### WHAT TO PRODUCE
Every line below that carries the word "margin" needs to be copied.

(Dataset entries)
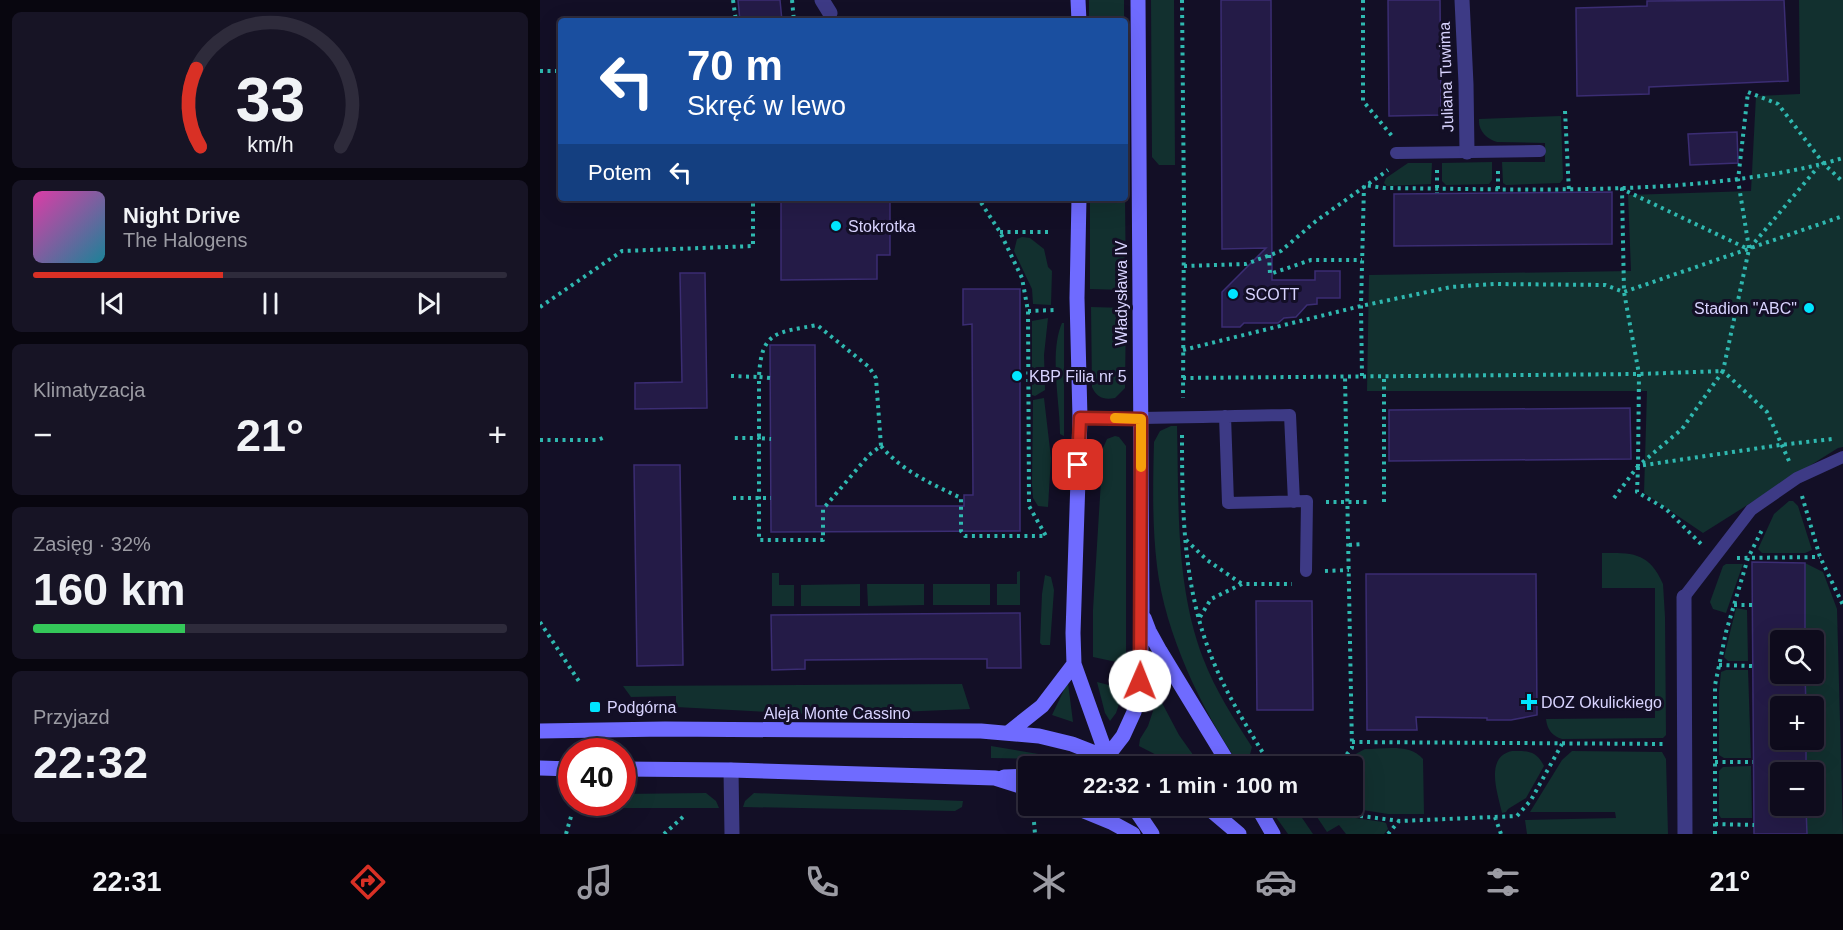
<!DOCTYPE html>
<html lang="pl">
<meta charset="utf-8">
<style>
:root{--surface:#0e0b1c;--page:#171425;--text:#f1f3f6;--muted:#9b9ba3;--line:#2e2b3b;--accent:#d93025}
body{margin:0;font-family:Arial,sans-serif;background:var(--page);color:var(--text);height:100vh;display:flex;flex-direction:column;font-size:22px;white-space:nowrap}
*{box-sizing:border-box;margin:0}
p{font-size:20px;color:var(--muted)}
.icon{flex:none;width:33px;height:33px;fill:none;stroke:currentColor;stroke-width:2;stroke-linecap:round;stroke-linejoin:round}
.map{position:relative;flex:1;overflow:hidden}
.details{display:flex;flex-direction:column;gap:12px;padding:12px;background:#08060f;width:540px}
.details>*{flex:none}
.hud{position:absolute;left:18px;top:18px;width:570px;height:183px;border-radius:6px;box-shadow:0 6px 24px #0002,0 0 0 2px var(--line);background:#1a4fa0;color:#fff;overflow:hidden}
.tools{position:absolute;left:1230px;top:630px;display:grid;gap:12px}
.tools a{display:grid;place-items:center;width:54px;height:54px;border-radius:6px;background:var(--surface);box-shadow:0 6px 24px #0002,0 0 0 2px var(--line);font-size:30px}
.speed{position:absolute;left:18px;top:738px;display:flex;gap:12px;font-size:30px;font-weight:700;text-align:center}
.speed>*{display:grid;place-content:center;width:78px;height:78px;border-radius:50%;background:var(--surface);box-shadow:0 6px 24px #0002,0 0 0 2px var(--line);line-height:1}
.speed .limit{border:9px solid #d22;background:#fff;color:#111}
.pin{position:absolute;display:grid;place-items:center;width:51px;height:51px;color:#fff;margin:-26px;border-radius:12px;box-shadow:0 3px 9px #0006}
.me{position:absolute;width:66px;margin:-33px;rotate:1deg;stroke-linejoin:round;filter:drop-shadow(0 0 4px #0008)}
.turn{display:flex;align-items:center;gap:21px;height:126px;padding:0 30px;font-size:27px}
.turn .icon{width:78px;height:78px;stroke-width:2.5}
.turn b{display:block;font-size:42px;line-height:51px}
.then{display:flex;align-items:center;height:57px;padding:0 30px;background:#0003;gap:12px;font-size:22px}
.big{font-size:45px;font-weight:700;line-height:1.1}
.details .widget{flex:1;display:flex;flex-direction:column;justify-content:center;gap:9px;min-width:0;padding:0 21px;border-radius:9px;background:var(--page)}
.details .dial{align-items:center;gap:0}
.dial svg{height:156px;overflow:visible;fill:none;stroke:var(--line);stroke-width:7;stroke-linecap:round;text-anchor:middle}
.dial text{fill:var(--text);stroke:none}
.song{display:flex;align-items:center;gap:18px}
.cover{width:72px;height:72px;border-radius:9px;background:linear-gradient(135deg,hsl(320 70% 55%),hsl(190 70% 35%))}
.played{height:6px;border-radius:3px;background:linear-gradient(90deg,var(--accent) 40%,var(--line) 40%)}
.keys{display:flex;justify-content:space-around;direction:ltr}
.heat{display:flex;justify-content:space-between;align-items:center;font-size:33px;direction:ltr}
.charge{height:9px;border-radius:4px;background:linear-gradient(90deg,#34c759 32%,var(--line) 0)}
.trip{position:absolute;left:478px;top:756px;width:345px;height:60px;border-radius:6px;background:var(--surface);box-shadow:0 6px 24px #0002,0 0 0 2px var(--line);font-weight:700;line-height:60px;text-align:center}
.dock{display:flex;height:96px;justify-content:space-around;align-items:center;background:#06040b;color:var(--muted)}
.dock .icon{width:42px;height:42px}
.dock .on{color:var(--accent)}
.dock b{font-size:27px;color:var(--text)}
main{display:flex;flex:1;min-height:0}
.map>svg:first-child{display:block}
.green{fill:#12302f}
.building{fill:#241b47;stroke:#3b2d73;stroke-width:1.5}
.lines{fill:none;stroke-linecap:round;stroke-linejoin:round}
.path{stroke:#2fb8b0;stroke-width:4;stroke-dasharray:3 4.5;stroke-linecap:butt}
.lane{stroke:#3d3a85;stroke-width:12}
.street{stroke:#3d3a85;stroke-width:15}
.secondary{stroke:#6f6bff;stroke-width:15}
.route-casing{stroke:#8d1f18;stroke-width:15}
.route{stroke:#d93025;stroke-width:10}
.slow{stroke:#f59e0b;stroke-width:10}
.poi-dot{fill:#00e5ff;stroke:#130f26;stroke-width:2}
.labels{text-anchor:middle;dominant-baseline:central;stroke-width:6;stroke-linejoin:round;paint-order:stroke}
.street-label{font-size:16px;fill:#d9d4ff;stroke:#130f26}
.poi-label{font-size:16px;fill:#d9d4ff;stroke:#130f26;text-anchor:start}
</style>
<main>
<section class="details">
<div class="widget dial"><svg viewBox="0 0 100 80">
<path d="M14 69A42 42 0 1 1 86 69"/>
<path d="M14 69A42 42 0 0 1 12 29" stroke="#d93025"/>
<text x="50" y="56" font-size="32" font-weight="700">33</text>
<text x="50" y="72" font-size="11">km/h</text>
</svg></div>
<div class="widget">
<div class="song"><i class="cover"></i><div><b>Night Drive</b><p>The Halogens</p></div></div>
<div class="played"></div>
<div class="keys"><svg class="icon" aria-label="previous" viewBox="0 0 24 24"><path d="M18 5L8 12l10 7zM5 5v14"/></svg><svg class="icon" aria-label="pause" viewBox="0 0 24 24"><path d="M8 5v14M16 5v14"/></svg><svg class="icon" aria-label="next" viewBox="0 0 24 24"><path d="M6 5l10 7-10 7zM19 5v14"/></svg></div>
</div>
<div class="widget"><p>Klimatyzacja</p>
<div class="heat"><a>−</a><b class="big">21°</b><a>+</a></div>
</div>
<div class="widget"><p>Zasięg · 32%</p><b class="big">160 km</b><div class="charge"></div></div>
<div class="widget"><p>Przyjazd</p><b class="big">22:32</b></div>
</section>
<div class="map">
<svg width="1303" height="834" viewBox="0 0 1303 834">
<rect width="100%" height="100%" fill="#130f26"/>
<!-- green -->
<path class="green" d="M549 0H584V21H549Z
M611 0H634L635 165H619L612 157Z
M1259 0H1303V447L1298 448 1163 533 1104 493 1107 391H827L829 275 1091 271 1088 195 1211 191 1216 96 1260 94Z
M1021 116 1023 179 1020 183 966 185 963 183 962 162H1005V143L957 142C947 139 938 131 939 119Z
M952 162V180L949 184 906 185 902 181V163Z
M868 163H892L891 184 847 186 844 183 846 178Z
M550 198H585L586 290 550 289Z
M482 237 490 238 504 249 508 267 512 271 511 305 493 304 492 289 474 251 477 239Z
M551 307 586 308 585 388 575 398C564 400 557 398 552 387Z
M508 318 504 355 505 390 495 396 492 395V321Z
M522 323H524V436L520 434C520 402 509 353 522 323Z
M504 398 511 458 508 507 498 506 493 498 492 484 493 400Z
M631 426H637C639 504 635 584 663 658 675 690 694 719 712 747L709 758 699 764C661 709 625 633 617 566 612 525 613 482 614 442L620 431Z
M575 436 579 437 586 446V664L553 657V610L563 448 567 439Z
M1249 501H1253L1258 506 1272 550 1265 553H1222L1218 549 1234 514Z
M1062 553C1093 553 1109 552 1123 584L1125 617 1126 735 1123 738 1022 739C1012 736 1007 729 1006 719L1115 718V588H1062Z
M1265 563 1283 572 1297 609 1303 834H1267L1266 806H1274V772H1266V740H1274V706H1266L1265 674H1274V640H1265Z
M1186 564H1203L1186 613 1173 609 1170 602 1183 566Z
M480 571V605H457V584H477V572Z
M232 573H239V585H254V606H232Z
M505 575 511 577 514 590 510 645H502L500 643 502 594Z
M320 584V606H261V585Z
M327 584H384V605L328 606Z
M393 584H450V605H393Z
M1196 608 1207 610 1208 661H1188L1184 657Z
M1186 670H1208L1211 758H1184L1179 755V692L1181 672Z
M525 682 528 683 533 722 512 715 523 692Z
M557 682 584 689 576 713 570 721 565 713Z
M422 684 430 709 286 715 136 707V696L91 697 83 686Z
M617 699 621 701 639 735 661 766H638L599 746 600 739 608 726Z
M451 746 516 757 512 759 451 758Z
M825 749C844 749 870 743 883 759L884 814H848L797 806H813V766H804L812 756Z
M972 751C988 751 996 750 1004 766L986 798 968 809 966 812 962 813C958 794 944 757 972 751Z
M1032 751 1122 752 1126 759 1128 834H987L985 820 1076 818 1075 812H990L1022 760Z
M1211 766 1212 818H1181L1179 815V771L1183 767Z
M166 793 176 801 179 808H56L51 803 82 802 83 794Z
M214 793 423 801 422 807 415 811 203 807 205 801Z
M728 806H754L773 834H748Z
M771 808 802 816 843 822 846 823 848 829 844 834H806L799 825 787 832Z"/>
<!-- building -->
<path class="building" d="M198 0H240L242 21H200Z
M681 0H731L732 280H775V271H800V298H777V304L767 305 756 317 744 318 738 323H704L700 327H682V292L726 248 682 249Z
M848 0H900L901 115 849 116Z
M1244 0 1248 81 1109 87V94L1037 96 1036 8 1107 6V1Z
M1197 132 1198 163 1150 165 1148 134Z
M1072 192V244L854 246V194Z
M241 198H350V255H337V279L241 280Z
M140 273H165L167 408 95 409V383L142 382Z
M423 289H480V531L231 532 230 345H275L276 506H424V495H433L432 324 423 325Z
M1090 408 1091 459 849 461V410Z
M94 465H140L143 665 97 666Z
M1212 562 1265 563V640H1240V674H1265L1266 706H1240V740H1266V772H1240V806H1266L1267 834H1214Z
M826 574H996L997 715 971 720H947V718L876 717 877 730H827Z
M716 601H772L773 710H717Z
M480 613 481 668H447V659H382L265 660V669L232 670 231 615Z"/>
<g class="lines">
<!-- path -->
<path class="path" d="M193 0 196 21
M252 0 254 21
M642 0 644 207 643 398
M823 0V101L852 136
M0 71H21
M1025 111 1029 192
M897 170V193
M958 171V193
M460 232H510
M1209 248 1198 180 1208 92 1238 104 1284 164 1303 182
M729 255 730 274 771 260H822
M644 266 706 264 741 251 776 221 848 170
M0 307 82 251 213 246V198
M488 311 516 310
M643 350 821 306 911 287 954 284 1065 285 1084 292 1303 216
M1183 371 1142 429 1098 466 1099 374 1084 292 1082 189 1208 249
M191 376 219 377C221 330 237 333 277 325L329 367 336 378 341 446 329 455 283 509V540H219V438H192
M822 376 821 306 824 185 844 188C943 189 1042 192 1141 185 1196 180 1250 174 1303 158
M230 378 219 377V438L231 439
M643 378 1099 374 1182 371
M642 435C642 508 643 584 670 653 685 693 709 730 731 766
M0 440H58L65 437
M341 446C362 471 392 484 421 498V531L425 536H506L489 506 488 311 482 278 460 232 438 198
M1249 461 1227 412 1183 371 1209 249 1278 167
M1098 467 1097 492 1126 509 1162 545
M1262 496 1280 557 1303 605
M193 498H231
M1074 498 1098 466 1240 445 1292 439
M786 502H828
M844 502V376
M646 540 667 560 702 584
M809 545 823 544
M1197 558 1280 557
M785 571 809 570
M1194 605H1212
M660 617 671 599 702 584H752
M0 622 40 683
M1179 665 1212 666
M812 742 1126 744
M1175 762H1213
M797 766 812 748 805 376
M784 806 813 815 860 821 977 816 991 800 1022 744
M766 808 770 806
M955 817 961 834
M494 822 495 834
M1175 824 1214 825
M26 834 32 813
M124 834 145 815
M848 834 859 821
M1175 834V685L1186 632 1194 605 1208 558 1222 530"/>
<!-- lane -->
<path class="lane" d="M856 153 1000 151
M685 416 688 503 767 501 766 571
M540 418C610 419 680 416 750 415L754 502
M1144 597 1211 510 1257 478 1303 457"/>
<!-- street -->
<path class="street" d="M282 0 290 13
M922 0 926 84 927 152
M1144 597 1145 834
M191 770 192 834"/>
<!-- secondary -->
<path class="secondary" d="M538 0 539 21
M539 198 537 298 540 418 533 633 534 664 569 762
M604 618 609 631 620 651 690 766
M0 731 125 729 441 731 499 736 532 744 588 766
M468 733 502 706 534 664
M544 766 566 758 583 736 594 712 600 681 602 609 598 0
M0 768 32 769
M82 769 191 770 455 778 489 789
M464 777 489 776
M532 806 571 822 593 834
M593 806 612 834
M666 806 699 834
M717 806 733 834"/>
</g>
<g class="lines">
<!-- route casing -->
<g class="route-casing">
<path id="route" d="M538 465 540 418 601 419 600 681"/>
</g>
<!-- route -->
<use href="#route" class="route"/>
<!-- slow -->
<path class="slow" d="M575 418 601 419V467"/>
</g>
<!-- markers -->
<g class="poi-dot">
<circle cx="296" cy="226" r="6"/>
<circle cx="693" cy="294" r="6"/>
<circle cx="1269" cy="308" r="6"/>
<circle cx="477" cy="376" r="6"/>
<path d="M986 693h6v6h6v6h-6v6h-6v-6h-6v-6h6z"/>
<rect x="49" y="701" width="12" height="12" rx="3"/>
</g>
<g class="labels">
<!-- street labels -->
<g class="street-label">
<text transform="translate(906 77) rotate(-92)">Juliana Tuwima</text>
<text transform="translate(581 293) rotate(-90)">Władysława IV</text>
<text x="297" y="713">Aleja Monte Cassino</text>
</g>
<!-- poi labels -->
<g class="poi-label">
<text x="308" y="226">Stokrotka</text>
<text x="705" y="294">SCOTT</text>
<text x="1257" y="308" text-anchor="end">Stadion "ABC"</text>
<text x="489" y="376">KBP Filia nr 5</text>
<text x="1001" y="702">DOZ Okulickiego</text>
<text x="67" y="707">Podgórna</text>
</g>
</g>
</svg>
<div class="tools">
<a><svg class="icon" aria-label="search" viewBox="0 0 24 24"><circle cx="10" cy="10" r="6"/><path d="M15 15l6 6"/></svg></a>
<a>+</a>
<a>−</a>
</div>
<div class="speed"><div class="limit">40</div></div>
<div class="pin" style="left:538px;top:465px;background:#d93025"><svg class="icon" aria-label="arrive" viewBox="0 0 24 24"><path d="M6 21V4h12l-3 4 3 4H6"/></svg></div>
<svg class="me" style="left:600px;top:681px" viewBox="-20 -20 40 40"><circle r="19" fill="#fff"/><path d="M0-13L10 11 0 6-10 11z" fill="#d93025"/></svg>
<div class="trip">22:32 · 1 min · 100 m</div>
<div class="hud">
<div class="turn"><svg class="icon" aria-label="left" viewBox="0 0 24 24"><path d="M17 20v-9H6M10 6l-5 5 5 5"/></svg><div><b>70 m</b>Skręć w lewo</div></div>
<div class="then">Potem<svg class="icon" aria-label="left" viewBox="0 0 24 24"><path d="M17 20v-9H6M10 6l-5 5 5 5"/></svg></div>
</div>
</div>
</main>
<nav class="dock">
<b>22:31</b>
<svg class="icon on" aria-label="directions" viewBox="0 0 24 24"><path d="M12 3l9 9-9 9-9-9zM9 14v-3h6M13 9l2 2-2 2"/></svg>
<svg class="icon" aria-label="music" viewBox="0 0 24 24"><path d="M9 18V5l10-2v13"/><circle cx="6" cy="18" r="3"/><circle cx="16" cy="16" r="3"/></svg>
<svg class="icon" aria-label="phone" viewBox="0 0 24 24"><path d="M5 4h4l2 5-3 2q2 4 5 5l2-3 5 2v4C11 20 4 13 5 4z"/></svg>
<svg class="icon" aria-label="climate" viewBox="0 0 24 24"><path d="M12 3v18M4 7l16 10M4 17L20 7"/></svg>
<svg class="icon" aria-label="car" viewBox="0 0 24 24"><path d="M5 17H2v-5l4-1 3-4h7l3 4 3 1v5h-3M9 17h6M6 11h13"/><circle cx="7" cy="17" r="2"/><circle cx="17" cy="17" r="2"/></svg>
<svg class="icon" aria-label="filters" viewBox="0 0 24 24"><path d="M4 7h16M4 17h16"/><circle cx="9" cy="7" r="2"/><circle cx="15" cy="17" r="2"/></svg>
<b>21°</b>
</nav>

### SOLUTION TO THIS TASK
body{margin:0;font-family:Arial,sans-serif;background:var(--page);color:var(--text);height:100vh;display:flex;flex-direction:column;font-size:22px;white-space:nowrap}
*{box-sizing:border-box;margin:0}
.pin{position:absolute;display:grid;place-items:center;width:51px;height:51px;color:#fff;margin:-26px;border-radius:12px;box-shadow:0 3px 9px #0006}
.me{position:absolute;width:66px;margin:-33px;rotate:1deg;stroke-linejoin:round;filter:drop-shadow(0 0 4px #0008)}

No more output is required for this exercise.